┌─ DATA FOR ANALYSIS

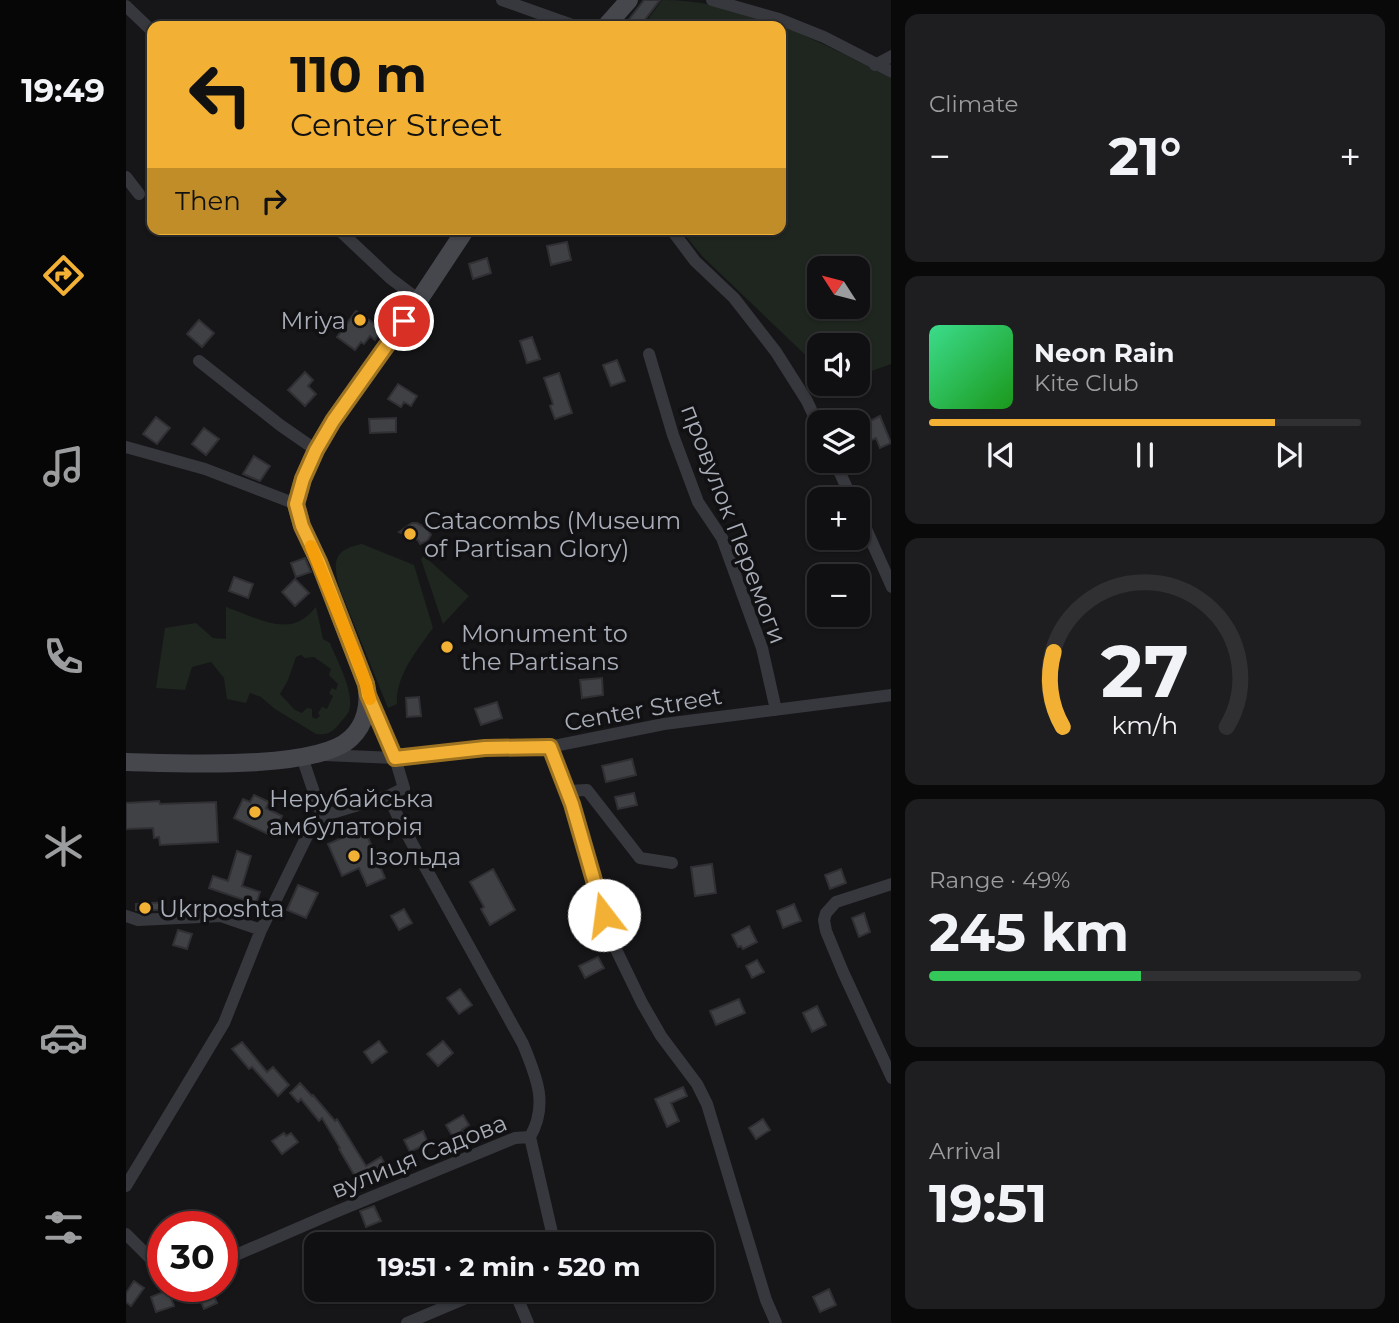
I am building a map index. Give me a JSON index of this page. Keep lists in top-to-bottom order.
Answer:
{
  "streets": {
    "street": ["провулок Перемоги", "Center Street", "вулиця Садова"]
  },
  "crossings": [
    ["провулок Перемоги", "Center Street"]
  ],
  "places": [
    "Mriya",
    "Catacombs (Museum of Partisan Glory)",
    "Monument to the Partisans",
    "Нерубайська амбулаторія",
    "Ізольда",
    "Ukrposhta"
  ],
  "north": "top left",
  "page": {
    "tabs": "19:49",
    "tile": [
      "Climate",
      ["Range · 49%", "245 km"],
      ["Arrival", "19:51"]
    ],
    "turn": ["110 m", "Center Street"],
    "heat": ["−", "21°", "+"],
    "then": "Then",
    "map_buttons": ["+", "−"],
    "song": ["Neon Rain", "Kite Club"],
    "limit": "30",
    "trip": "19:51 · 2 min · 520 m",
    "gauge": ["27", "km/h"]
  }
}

└─

▶ _ACTIVITY_
For each line above that includes "page", copy the line.

▶ _EXERCISE OUTPUT_
I am building a map index. Give me a JSON index of this page. Keep lists in top-to-bottom order.
  "page": {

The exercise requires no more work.